Iran, Russia, Turkey see their currencies tumble in tandem
Western powers turn the screws one week after meeting in Istanbul to discuss Syria
Iran’s rial, Russia’s ruble and Turkey’s lira are disintegrating despite a rush into risk elsewhere in world markets. Stocks and commodity prices are jumping after Chinese leader Xi Jinping’s statesmanlike speech last night, but the Unholy Three are faring badly.

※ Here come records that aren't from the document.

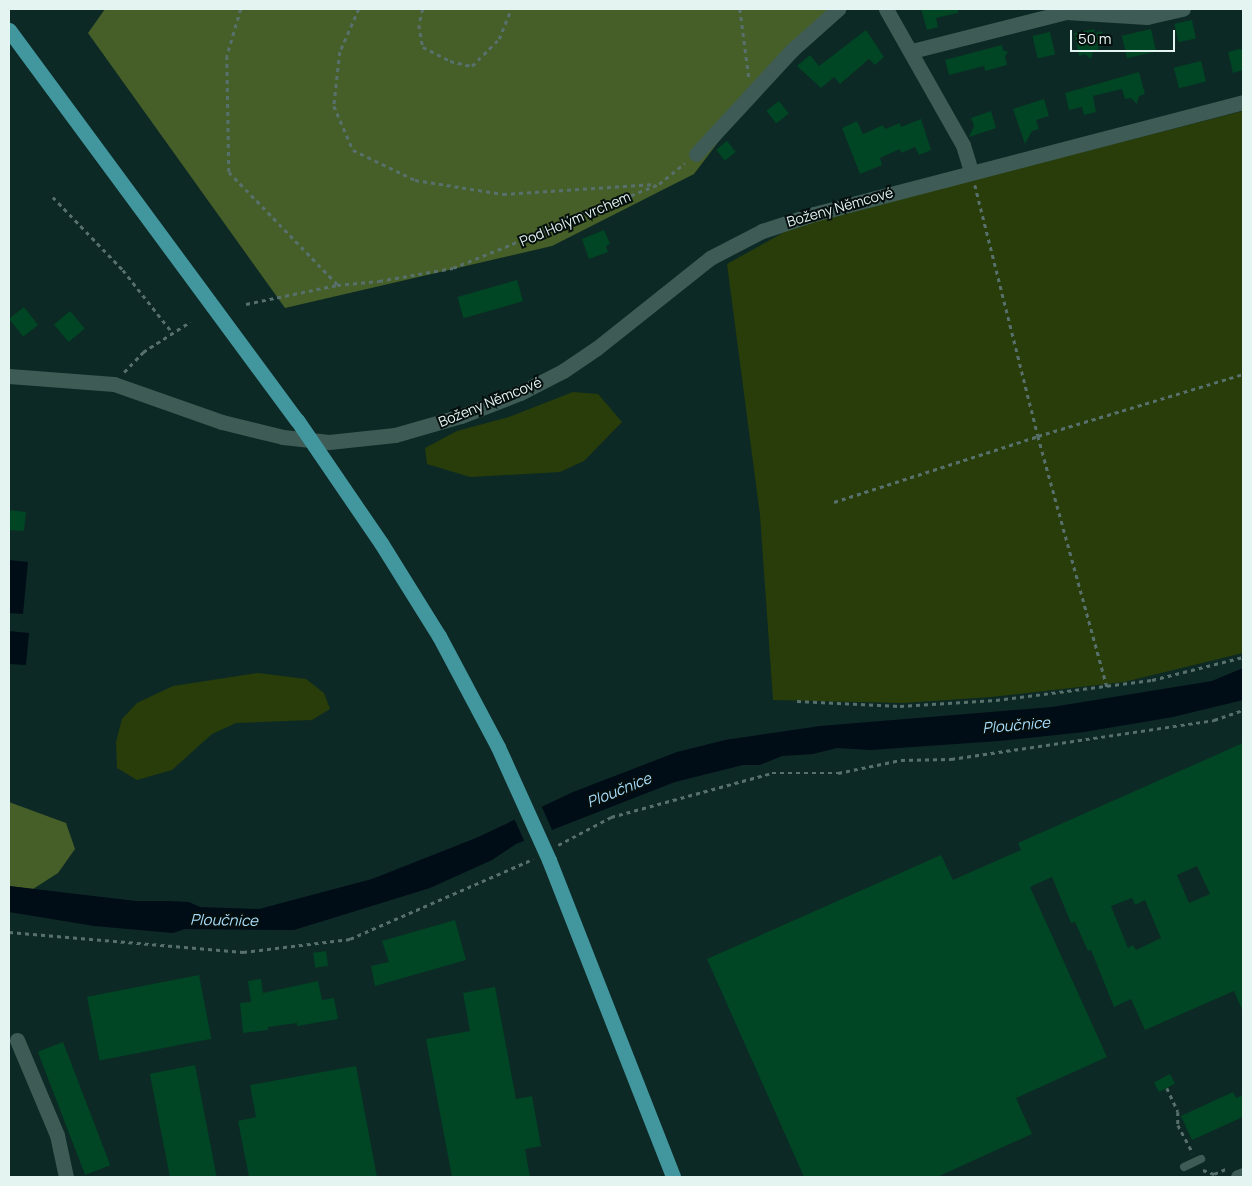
<!DOCTYPE html>
<meta charset="utf-8">
<style>
body{margin:0}
#map{position:relative;width:1252px;height:1186px;overflow:hidden;background:#0d2925;font-family:Manrope,sans-serif}
div>[style]{position:absolute}
[style*='--x']{left:calc(var(--x)*1px);top:calc(var(--y)*1px);width:calc(var(--w)*1px);rotate:calc(var(--a)*1deg)}
.green>*{inset:0;background:#283d09}
.forest>*{inset:0;background:#465e27}
.water>*{inset:0;background:#000d17}
.pier>*{inset:0;background:#0d2925;transform-origin:0 0}
.building>*{inset:0;background:#004524;transform-origin:0 0}
.path>*{height:2.5px;margin-top:-1.25px;transform-origin:0;background:repeating-linear-gradient(90deg,#58706c 0 4px,transparent 0 8px)}
.lane>*{height:8px;margin:-4px;padding:0 4px;transform-origin:4px;border-radius:4px;background:#3e5b55}
.street>*{height:15px;margin:-7.5px;padding:0 7.5px;transform-origin:7.5px;border-radius:7.5px;background:#3e5b55}
.primary>*{height:15px;margin:-7.5px;padding:0 7.5px;transform-origin:7.5px;border-radius:7.5px;background:#42969e}
span{translate:-50% -50%;white-space:nowrap;text-align:center;line-height:1.15;-webkit-text-stroke:4px #050f0d;paint-order:stroke}
.street-label{font-size:14px;color:#e4f4f1}
.water-label{font-size:15px;color:#aadffe;font-style:italic}
.frame{position:absolute;inset:0;border:10px solid #e4f4f1;pointer-events:none}
.scale{position:absolute;left:1070px;top:30px;width:105px;height:22px;box-sizing:border-box;border:2px solid #e4f4f1;border-top:0;padding-left:6px;font-size:15px;line-height:18px;white-space:nowrap;color:#e4f4f1;-webkit-text-stroke:4px #050f0d;paint-order:stroke}
</style>
<div id="map">
<div class="green">
<i style="clip-path:polygon(1243px 111px,1243px 653px,1124px 682px,991px 697px,903px 703px,773px 700px,760px 515px,727px 264px,797px 225px)"></i>
<i style="clip-path:polygon(573px 392px,598px 394px,622px 422px,584px 461px,560px 472px,470px 477px,427px 464px,425px 448px,457px 431px,509px 417px)"></i>
<i style="clip-path:polygon(258px 673px,306px 679px,324px 693px,330px 709px,312px 720px,236px 723px,212px 734px,172px 770px,137px 780px,117px 768px,116px 742px,122px 719px,137px 703px,173px 686px)"></i>
</div>
<div class="forest">
<i style="clip-path:polygon(105px 9px,844px 9px,794px 42px,694px 174px,552px 246px,285px 308px,88px 33px)"></i>
<i style="clip-path:polygon(9px 802px,66px 823px,75px 849px,58px 873px,33px 889px,9px 886px)"></i>
</div>
<div class="water">
<i style="clip-path:polygon(9px 560px,28px 562px,23px 614px,9px 613px)"></i>
<i style="clip-path:polygon(9px 631px,29px 633px,26px 665px,9px 664px)"></i>
<i style="clip-path:polygon(1243px 668px,1243px 700px,1173px 717px,1084px 732px,999px 741px,870px 750px,837px 748px,813px 754px,782px 756px,760px 765px,743px 765px,675px 782px,516px 844px,492px 860px,430px 888px,294px 930px,185px 929px,173px 933px,94px 926px,9px 912px,9px 886px,136px 901px,168px 901px,189px 902px,200px 907px,259px 909px,372px 879px,476px 838px,573px 792px,677px 752px,725px 740px,820px 726px,1052px 707px,1212px 681px)"></i>
</div>
<div class="pier">
<i style="left:541px;top:805px;width:30px;height:30px;rotate:66deg"></i>
</div>
<div class="building">
<i style="clip-path:polygon(921px 9px,958px 9px,958px 13px,936px 18px,938px 27px,927px 30px)"></i>
<i style="left:1192px;top:20px;width:19px;height:18px;rotate:78deg"></i>
<i style="clip-path:polygon(1094px 29px,1095px 33px,1102px 31px,1105px 46px,1098px 47px,1099px 51px,1093px 52px,1091px 59px,1085px 54px,1079px 56px,1074px 33px)"></i>
<i style="left:1151px;top:29px;width:23px;height:30px;rotate:77deg"></i>
<i style="clip-path:polygon(866px 30px,884px 57px,875px 65px,869px 59px,840px 84px,834px 77px,821px 88px,797px 66px,810px 55px,819px 66px)"></i>
<i style="left:1050px;top:32px;width:23px;height:18px;rotate:77deg"></i>
<i style="clip-path:polygon(1002px 45px,1003px 50px,1008px 52px,1005px 56px,1007px 65px,985px 71px,984px 66px,949px 75px,945px 60px)"></i>
<i style="clip-path:polygon(1240px 49px,1243px 50px,1243px 70px,1233px 73px,1228px 52px)"></i>
<i style="left:1201px;top:61px;width:21px;height:28px;rotate:76deg"></i>
<i style="clip-path:polygon(1139px 72px,1145px 94px,1139px 96px,1137px 104px,1131px 98px,1125px 99px,1122px 89px,1093px 96px,1096px 112px,1084px 115px,1082px 107px,1069px 110px,1065px 93px)"></i>
<i style="clip-path:polygon(1044px 99px,1049px 116px,1036px 120px,1039px 129px,1032px 131px,1025px 144px,1013px 109px)"></i>
<i style="left:779px;top:101px;width:16px;height:16px;rotate:52deg"></i>
<i style="clip-path:polygon(991px 111px,996px 128px,969px 137px,974px 126px,971px 118px)"></i>
<i style="clip-path:polygon(921px 119px,931px 150px,919px 155px,915px 147px,901px 153px,900px 149px,880px 158px,882px 165px,860px 174px,842px 128px,857px 121px,863px 134px,883px 125px,885px 129px,900px 123px,901px 127px)"></i>
<i style="left:727px;top:141px;width:14px;height:14px;rotate:51deg"></i>
<i style="clip-path:polygon(604px 230px,610px 244px,606px 246px,608px 252px,589px 259px,582px 239px)"></i>
<i style="left:517px;top:280px;width:22px;height:62px;rotate:74deg"></i>
<i style="left:24px;top:307px;width:23px;height:19px;rotate:52deg"></i>
<i style="left:70px;top:311px;width:23px;height:21px;rotate:50deg"></i>
<i style="clip-path:polygon(9px 510px,26px 512px,24px 531px,9px 530px)"></i>
<i style="clip-path:polygon(evenodd,1243px 743px,1243px 1012px,1234px 991px,1145px 1030px,1131px 999px,1114px 1007px,1091px 950px,1088px 951px,1075px 922px,1071px 923px,1052px 877px,1030px 887px,1107px 1057px,1016px 1098px,1032px 1134px,937px 1177px,804px 1177px,707px 959px,941px 855px,953px 880px,1021px 850px,1018px 843px,1243px 743px,1197px 866px,1210px 894px,1189px 903px,1177px 875px,1197px 866px,1243px 743px,1132px 898px,1135px 905px,1145px 900px,1161px 938px,1136px 950px,1133px 945px,1128px 948px,1111px 906px,1132px 898px)"></i>
<i style="clip-path:polygon(455px 920px,466px 960px,375px 986px,371px 966px,389px 962px,382px 941px)"></i>
<i style="left:326px;top:951px;width:15px;height:13px;rotate:82deg"></i>
<i style="left:199px;top:975px;width:65px;height:114px;rotate:79deg"></i>
<i style="clip-path:polygon(261px 979px,263px 993px,318px 981px,322px 1000px,334px 998px,338px 1019px,297px 1026px,297px 1023px,268px 1027px,268px 1030px,243px 1033px,240px 1003px,251px 1002px,248px 981px)"></i>
<i style="clip-path:polygon(495px 987px,516px 1099px,532px 1096px,541px 1146px,525px 1149px,530px 1177px,452px 1177px,426px 1039px,470px 1031px,463px 993px)"></i>
<i style="left:63px;top:1042px;width:132px;height:27px;rotate:69deg"></i>
<i style="left:195px;top:1065px;width:114px;height:46px;rotate:79deg"></i>
<i style="clip-path:polygon(356px 1066px,377px 1177px,249px 1177px,238px 1121px,256px 1117px,250px 1085px)"></i>
<i style="left:1170px;top:1074px;width:11px;height:18px;rotate:63deg"></i>
<i style="clip-path:polygon(1233px 1092px,1236px 1098px,1243px 1095px,1243px 1117px,1192px 1140px,1181px 1116px)"></i>
</div>
<div class="path">
<i style="--x:241;--y:9;--w:49;--a:106.6"></i>
<i style="--x:227;--y:56;--w:116;--a:89"></i>
<i style="--x:229;--y:172;--w:156;--a:46"></i>
<i style="--x:359;--y:9;--w:47;--a:113.8"></i>
<i style="--x:340;--y:52;--w:54;--a:96.3"></i>
<i style="--x:334;--y:106;--w:48;--a:66.6"></i>
<i style="--x:353;--y:150;--w:69;--a:25.8"></i>
<i style="--x:415;--y:180;--w:89;--a:9"></i>
<i style="--x:503;--y:194;--w:152;--a:-3.8"></i>
<i style="--x:423;--y:9;--w:16;--a:104"></i>
<i style="--x:419;--y:25;--w:22;--a:80"></i>
<i style="--x:423;--y:47;--w:30;--a:27"></i>
<i style="--x:450;--y:61;--w:23;--a:13"></i>
<i style="--x:472;--y:66;--w:38;--a:-45"></i>
<i style="--x:499;--y:39;--w:32;--a:-68"></i>
<i style="--x:740;--y:9;--w:69;--a:82.5"></i>
<i style="--x:975;--y:185;--w:259;--a:75.9"></i>
<i style="--x:1038;--y:436;--w:260;--a:74.6"></i>
<i style="--x:53;--y:197;--w:101;--a:46.2"></i>
<i style="--x:123;--y:270;--w:79;--a:51.7"></i>
<i style="--x:246;--y:304;--w:93;--a:-11.8"></i>
<i style="--x:337;--y:285;--w:42;--a:-5.4"></i>
<i style="--x:379;--y:281;--w:75;--a:-10"></i>
<i style="--x:453;--y:268;--w:222;--a:-22.2"></i>
<i style="--x:659;--y:184;--w:33;--a:-39"></i>
<i style="--x:124;--y:372;--w:28;--a:-46"></i>
<i style="--x:143;--y:352;--w:56;--a:-32.6"></i>
<i style="--x:834;--y:502;--w:214;--a:-17.9"></i>
<i style="--x:1038;--y:436;--w:214;--a:-16.8"></i>
<i style="--x:797;--y:701;--w:103;--a:2.8"></i>
<i style="--x:900;--y:706;--w:96;--a:-3.6"></i>
<i style="--x:996;--y:700;--w:157;--a:-7.3"></i>
<i style="--x:1152;--y:680;--w:94;--a:-14.2"></i>
<i style="--x:558;--y:845;--w:60;--a:-27.8"></i>
<i style="--x:611;--y:817;--w:167;--a:-15.3"></i>
<i style="--x:772;--y:773;--w:66;--a:0"></i>
<i style="--x:838;--y:773;--w:64;--a:-11.7"></i>
<i style="--x:901;--y:760;--w:50;--a:-1.1"></i>
<i style="--x:951;--y:759;--w:266;--a:-8.4"></i>
<i style="--x:1214;--y:720;--w:31;--a:-19"></i>
<i style="--x:9;--y:932;--w:235;--a:4.9"></i>
<i style="--x:243;--y:952;--w:108;--a:-6.9"></i>
<i style="--x:350;--y:939;--w:200;--a:-23.6"></i>
<i style="--x:1167;--y:1088;--w:26;--a:65"></i>
<i style="--x:1178;--y:1112;--w:13;--a:90"></i>
<i style="--x:1178;--y:1125;--w:32;--a:62"></i>
<i style="--x:1203;--y:1170;--w:12;--a:20"></i>
<i style="--x:1214;--y:1174;--w:13;--a:-23"></i>
</div>
<div class="lane">
<i style="--x:1184;--y:1167;--w:19;--a:-25"></i>
</div>
<div class="street">
<i style="--x:886;--y:9;--w:156;--a:60.5"></i>
<i style="--x:963;--y:145;--w:28;--a:73"></i>
<i style="--x:912;--y:51;--w:159;--a:-14.2"></i>
<i style="--x:1066;--y:12;--w:81;--a:3.5"></i>
<i style="--x:1147;--y:17;--w:37;--a:-13"></i>
<i style="--x:696;--y:154;--w:142;--a:-47.3"></i>
<i style="--x:792;--y:50;--w:62;--a:-41.7"></i>
<i style="--x:9;--y:376;--w:105;--a:4.4"></i>
<i style="--x:114;--y:384;--w:114;--a:19.4"></i>
<i style="--x:222;--y:422;--w:63;--a:13.8"></i>
<i style="--x:283;--y:437;--w:46;--a:6.2"></i>
<i style="--x:329;--y:442;--w:66;--a:-6.1"></i>
<i style="--x:395;--y:435;--w:69;--a:-16.1"></i>
<i style="--x:461;--y:416;--w:63;--a:-21.3"></i>
<i style="--x:520;--y:393;--w:48;--a:-27.1"></i>
<i style="--x:563;--y:371;--w:41;--a:-34.1"></i>
<i style="--x:597;--y:348;--w:144;--a:-38.5"></i>
<i style="--x:710;--y:258;--w:59;--a:-27.4"></i>
<i style="--x:762;--y:231;--w:55;--a:-18.1"></i>
<i style="--x:814;--y:214;--w:443;--a:-14.6"></i>
<i style="--x:17;--y:1040;--w:103;--a:67.2"></i>
<i style="--x:57;--y:1135;--w:43;--a:77.9"></i>
<i style="--x:1238;--y:1177;--w:5;--a:-22"></i>
</div>
<div class="primary">
<i style="--x:9;--y:30;--w:485;--a:53.6"></i>
<i style="--x:297;--y:420;--w:149;--a:55.7"></i>
<i style="--x:381;--y:543;--w:110;--a:58.1"></i>
<i style="--x:439;--y:636;--w:126;--a:62"></i>
<i style="--x:498;--y:747;--w:124;--a:65.7"></i>
<i style="--x:549;--y:860;--w:340;--a:68.6"></i>
</div>
<div class="street-label">
<span style="left:840px;top:207px;rotate:-16deg">Boženy Němcové</span>
<span style="left:575px;top:219px;rotate:-23deg">Pod Holým vrchem</span>
<span style="left:490px;top:402px;rotate:-22deg">Boženy Němcové</span>
</div>
<div class="water-label">
<span style="left:1016px;top:725px;rotate:-5deg">Ploučnice</span>
<span style="left:619px;top:790px;rotate:-22deg">Ploučnice</span>
<span style="left:224px;top:920px;rotate:1deg">Ploučnice</span>
</div>
<div class="frame"></div>
<div class="scale">50 m</div>
</div>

Western countries engineered a collapse of Russia’s ruble (which usually trades with oil prices) by imposing sanctions that prevent targeted companies like Rusal from obtaining foreign exchange. Rusal may miss a tiny (US$13 million) bond payment this week simply because the sanctions deny it access to the financial system. Russia’s ruble has plunged as a result, from 58 to the dollar last Friday to 63 this morning.
Iran’s rial fetches 60,000 to the dollar on the black market, up from 35,000 at the end of 2016. Iran’s government has declared that it will hold the line at Rial 42,000 to the dollar, but state-sponsored foreign exchange dealers have stopped selling dollars.
Turkey’s embattled lira hit a new low of around 4.10 to the US dollar shortly after 8:00 am. Turkey suffers from 10% inflation driven by an enormous internal credit bubble, a current account deficit of nearly 6% of GDP, and a US$220 billion corporate debt load in foreign currency.
Is it a coincidence that these are the three countries whose leaders met last week in Istanbul to carve up Syria? Evidently the Western powers still have the capacity to make life miserable for aggressive regional powers who also need to borrow heavily from Western financial markets.